▶ [Work to complete] Any picture must be dropped, but each line of the data should be duplicated exactly.

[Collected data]
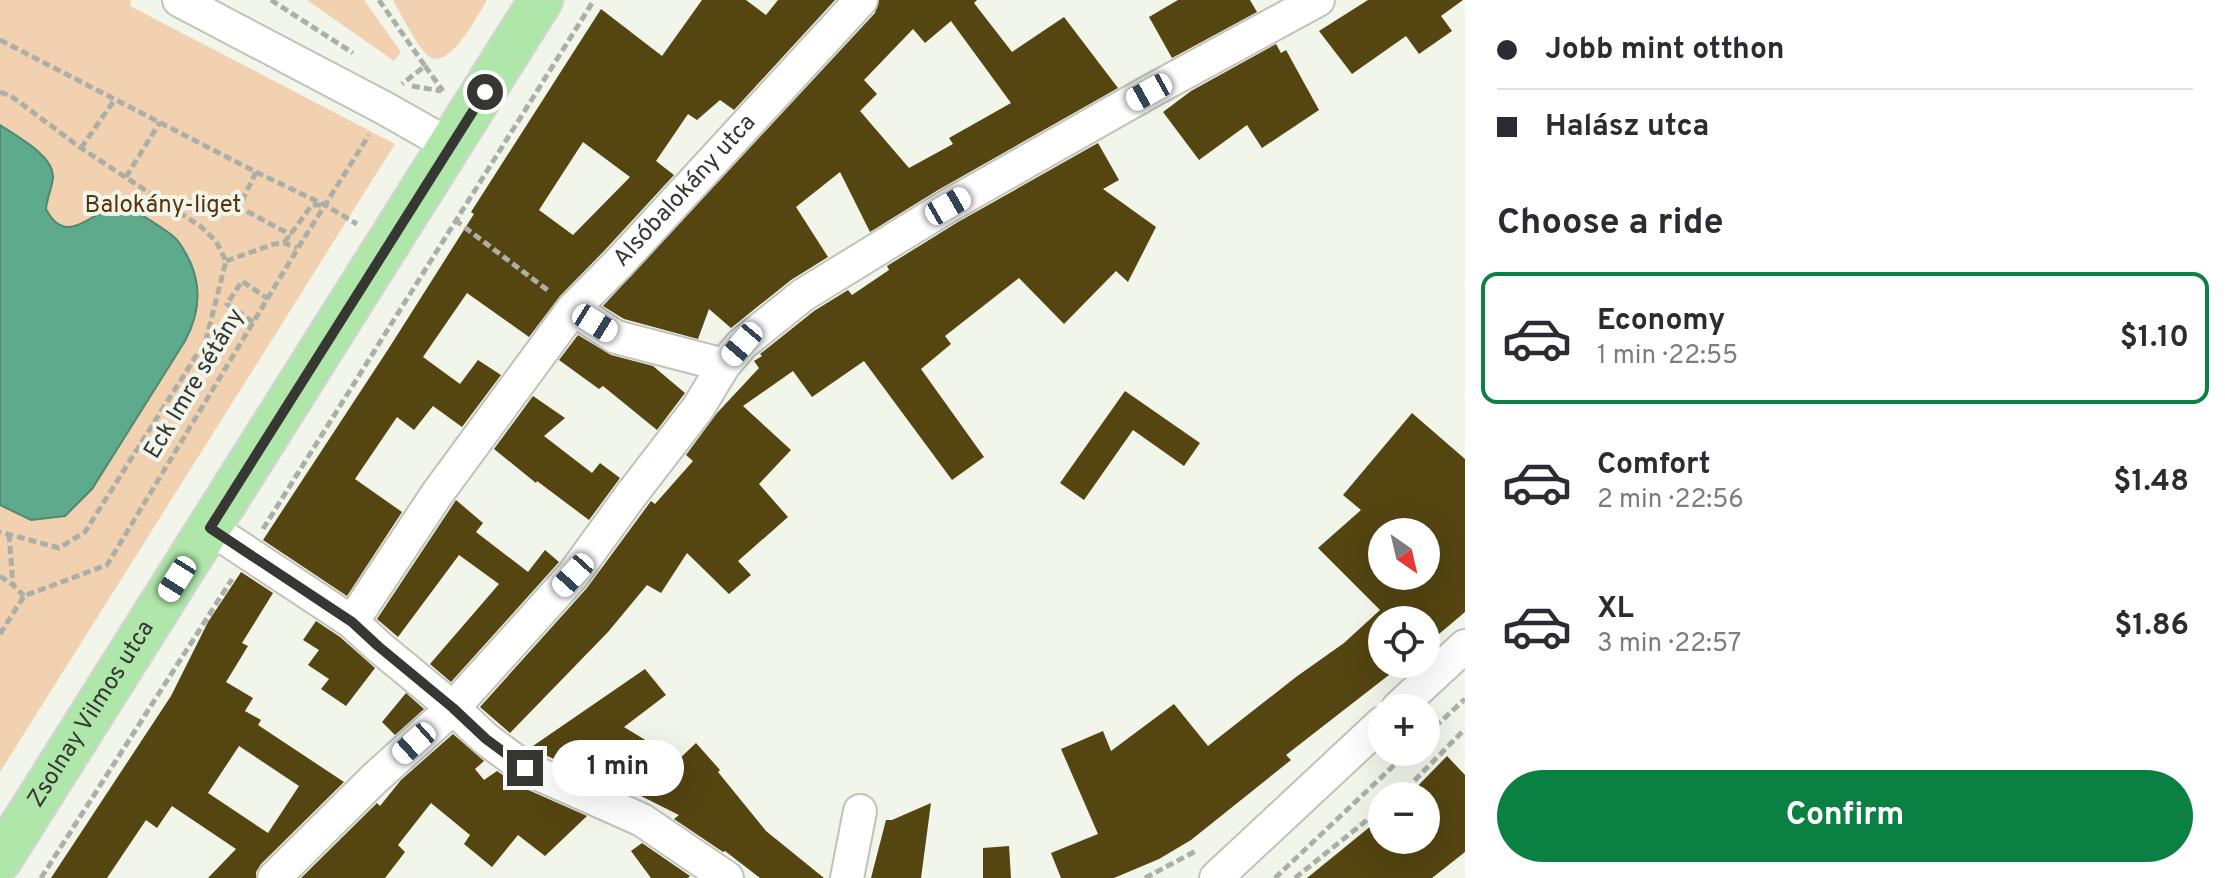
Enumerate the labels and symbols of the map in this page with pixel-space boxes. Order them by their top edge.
car [1122,70,1176,114]
route start [467,74,503,110]
street label: Alsóbalokány utca [607,108,763,274]
car [921,184,975,228]
park label: Balokány-liget [85,191,241,221]
car [568,300,622,346]
street label: Eck Imre sétány [138,303,252,465]
car [717,318,767,370]
north arrow [1368,518,1440,590]
car [548,549,598,601]
car [154,552,200,606]
street label: Zsolnay Vilmos utca [22,615,162,813]
car [388,718,440,768]
callout: 1 min [553,740,685,796]
route end [507,750,543,786]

▶ [Exercise output]
Enumerate the labels and symbols of the map in this page with pixel-space boxes. Order them by their top edge.
car [1122,70,1176,114]
route start [467,74,503,110]
street label: Alsóbalokány utca [607,108,763,274]
car [921,184,975,228]
park label: Balokány-liget [85,191,241,221]
car [568,300,622,346]
street label: Eck Imre sétány [138,303,252,465]
car [717,318,767,370]
north arrow [1368,518,1440,590]
car [548,549,598,601]
car [154,552,200,606]
street label: Zsolnay Vilmos utca [22,615,162,813]
car [388,718,440,768]
callout: 1 min [553,740,685,796]
route end [507,750,543,786]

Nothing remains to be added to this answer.